§ Exercise goal: Every line below that holds the string "serif" must be copied.

[Collected data entries]
--- START ---

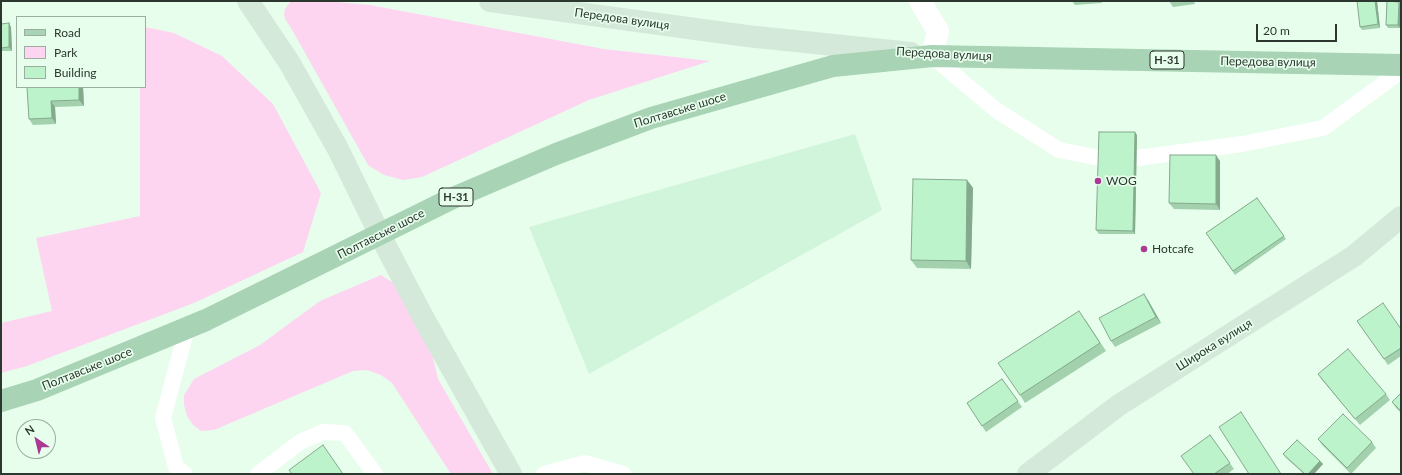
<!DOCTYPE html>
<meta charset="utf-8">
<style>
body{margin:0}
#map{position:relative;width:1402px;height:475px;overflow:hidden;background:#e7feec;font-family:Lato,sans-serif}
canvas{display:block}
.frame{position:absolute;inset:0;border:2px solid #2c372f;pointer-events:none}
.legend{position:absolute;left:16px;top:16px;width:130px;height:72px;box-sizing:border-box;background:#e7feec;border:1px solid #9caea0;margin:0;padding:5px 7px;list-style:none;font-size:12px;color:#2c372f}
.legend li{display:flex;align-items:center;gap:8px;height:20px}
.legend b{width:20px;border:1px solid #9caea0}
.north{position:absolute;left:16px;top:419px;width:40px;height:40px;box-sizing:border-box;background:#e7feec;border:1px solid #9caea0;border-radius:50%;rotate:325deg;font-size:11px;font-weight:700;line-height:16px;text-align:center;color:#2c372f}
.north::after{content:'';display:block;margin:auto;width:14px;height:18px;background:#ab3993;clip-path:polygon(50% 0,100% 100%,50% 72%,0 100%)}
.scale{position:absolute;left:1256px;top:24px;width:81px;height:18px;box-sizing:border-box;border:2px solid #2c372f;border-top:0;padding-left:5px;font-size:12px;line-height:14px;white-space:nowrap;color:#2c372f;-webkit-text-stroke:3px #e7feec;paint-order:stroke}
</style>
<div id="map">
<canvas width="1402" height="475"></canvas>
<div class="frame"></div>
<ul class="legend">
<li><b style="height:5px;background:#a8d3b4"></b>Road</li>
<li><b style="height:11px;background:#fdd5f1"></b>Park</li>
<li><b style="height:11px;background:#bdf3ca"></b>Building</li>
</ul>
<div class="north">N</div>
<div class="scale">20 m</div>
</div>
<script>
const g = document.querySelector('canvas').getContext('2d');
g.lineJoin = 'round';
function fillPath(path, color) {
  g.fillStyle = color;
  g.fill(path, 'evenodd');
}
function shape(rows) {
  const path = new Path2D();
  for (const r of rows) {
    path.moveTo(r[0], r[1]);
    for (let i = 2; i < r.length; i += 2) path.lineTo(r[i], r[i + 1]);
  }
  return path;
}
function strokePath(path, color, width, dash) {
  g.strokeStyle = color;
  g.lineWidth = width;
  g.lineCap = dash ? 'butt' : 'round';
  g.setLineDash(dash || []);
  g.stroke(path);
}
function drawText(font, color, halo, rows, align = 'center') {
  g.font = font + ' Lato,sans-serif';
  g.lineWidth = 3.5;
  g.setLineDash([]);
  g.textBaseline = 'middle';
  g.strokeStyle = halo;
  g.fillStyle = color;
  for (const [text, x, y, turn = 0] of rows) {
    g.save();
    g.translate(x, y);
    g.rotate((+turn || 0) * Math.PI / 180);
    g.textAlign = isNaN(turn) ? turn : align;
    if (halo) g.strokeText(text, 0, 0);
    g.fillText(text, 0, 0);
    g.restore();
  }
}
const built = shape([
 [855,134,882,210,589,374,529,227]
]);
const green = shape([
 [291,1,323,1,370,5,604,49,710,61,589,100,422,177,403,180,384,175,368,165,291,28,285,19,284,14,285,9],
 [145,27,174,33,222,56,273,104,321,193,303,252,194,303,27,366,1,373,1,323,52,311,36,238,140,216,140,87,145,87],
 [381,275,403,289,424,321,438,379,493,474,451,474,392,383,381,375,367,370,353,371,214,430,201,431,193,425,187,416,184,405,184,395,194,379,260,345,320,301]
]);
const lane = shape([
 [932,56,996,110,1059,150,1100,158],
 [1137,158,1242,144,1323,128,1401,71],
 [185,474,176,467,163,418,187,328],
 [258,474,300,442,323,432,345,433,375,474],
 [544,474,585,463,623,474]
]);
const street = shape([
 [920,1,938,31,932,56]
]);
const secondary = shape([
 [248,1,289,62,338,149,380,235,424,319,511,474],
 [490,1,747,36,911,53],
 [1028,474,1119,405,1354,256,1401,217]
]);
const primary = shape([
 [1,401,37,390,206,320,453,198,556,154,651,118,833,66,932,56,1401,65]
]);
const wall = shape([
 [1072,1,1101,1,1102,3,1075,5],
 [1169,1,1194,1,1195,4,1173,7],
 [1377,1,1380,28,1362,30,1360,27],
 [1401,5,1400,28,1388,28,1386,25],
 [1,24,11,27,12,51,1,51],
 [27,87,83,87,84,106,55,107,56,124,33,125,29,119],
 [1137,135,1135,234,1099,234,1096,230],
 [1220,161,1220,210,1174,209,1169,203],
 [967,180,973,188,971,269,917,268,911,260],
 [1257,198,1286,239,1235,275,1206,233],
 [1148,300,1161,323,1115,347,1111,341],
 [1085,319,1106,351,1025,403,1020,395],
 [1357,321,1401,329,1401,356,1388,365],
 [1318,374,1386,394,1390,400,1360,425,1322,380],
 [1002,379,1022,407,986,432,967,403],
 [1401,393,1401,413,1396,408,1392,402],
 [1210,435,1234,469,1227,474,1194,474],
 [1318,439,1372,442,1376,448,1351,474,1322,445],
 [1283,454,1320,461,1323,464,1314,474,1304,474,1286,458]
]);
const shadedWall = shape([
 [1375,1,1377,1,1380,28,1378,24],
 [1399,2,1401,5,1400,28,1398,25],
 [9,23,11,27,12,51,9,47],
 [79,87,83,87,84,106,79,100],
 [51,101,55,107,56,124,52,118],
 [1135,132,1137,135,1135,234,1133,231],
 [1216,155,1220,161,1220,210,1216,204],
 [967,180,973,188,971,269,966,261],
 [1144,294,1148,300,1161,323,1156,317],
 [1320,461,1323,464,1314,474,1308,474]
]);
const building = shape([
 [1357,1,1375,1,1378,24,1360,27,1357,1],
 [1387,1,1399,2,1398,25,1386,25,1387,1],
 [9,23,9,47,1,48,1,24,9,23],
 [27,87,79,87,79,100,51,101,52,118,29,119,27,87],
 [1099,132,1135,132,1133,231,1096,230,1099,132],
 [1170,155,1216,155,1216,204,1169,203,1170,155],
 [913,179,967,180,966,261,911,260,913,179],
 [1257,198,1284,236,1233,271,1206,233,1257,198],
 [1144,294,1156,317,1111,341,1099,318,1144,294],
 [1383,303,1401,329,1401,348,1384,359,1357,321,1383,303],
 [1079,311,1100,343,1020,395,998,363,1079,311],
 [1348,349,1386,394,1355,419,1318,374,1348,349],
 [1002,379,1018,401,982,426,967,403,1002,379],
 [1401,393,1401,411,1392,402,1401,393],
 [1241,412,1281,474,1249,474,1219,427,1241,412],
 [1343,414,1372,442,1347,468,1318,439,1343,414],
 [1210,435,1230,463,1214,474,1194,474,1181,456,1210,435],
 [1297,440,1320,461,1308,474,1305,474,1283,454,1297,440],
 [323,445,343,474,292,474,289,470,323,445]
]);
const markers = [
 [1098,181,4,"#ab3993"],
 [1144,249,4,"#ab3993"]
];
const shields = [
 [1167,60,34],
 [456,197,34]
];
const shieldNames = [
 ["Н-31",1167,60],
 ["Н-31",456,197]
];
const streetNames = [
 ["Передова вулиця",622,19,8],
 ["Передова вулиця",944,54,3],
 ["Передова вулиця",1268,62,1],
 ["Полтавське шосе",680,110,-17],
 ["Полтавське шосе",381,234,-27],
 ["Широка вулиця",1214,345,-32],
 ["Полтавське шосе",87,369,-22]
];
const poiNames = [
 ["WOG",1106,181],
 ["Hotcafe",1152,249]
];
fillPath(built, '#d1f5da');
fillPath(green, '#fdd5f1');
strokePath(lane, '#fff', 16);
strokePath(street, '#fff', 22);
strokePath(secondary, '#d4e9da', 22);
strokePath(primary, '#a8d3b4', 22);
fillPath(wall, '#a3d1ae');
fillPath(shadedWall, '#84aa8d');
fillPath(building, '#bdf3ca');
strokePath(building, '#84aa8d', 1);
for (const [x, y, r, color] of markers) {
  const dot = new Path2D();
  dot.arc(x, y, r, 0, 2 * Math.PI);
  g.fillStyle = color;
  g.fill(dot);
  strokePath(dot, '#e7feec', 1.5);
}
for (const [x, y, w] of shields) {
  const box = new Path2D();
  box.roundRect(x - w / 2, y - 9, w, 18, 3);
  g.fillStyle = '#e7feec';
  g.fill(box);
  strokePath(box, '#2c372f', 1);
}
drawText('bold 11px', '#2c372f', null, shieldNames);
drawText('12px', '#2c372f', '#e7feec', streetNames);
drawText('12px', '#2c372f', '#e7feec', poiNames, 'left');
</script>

--- END ---

§ Solution to the exercise:
#map{position:relative;width:1402px;height:475px;overflow:hidden;background:#e7feec;font-family:Lato,sans-serif}
  g.font = font + ' Lato,sans-serif';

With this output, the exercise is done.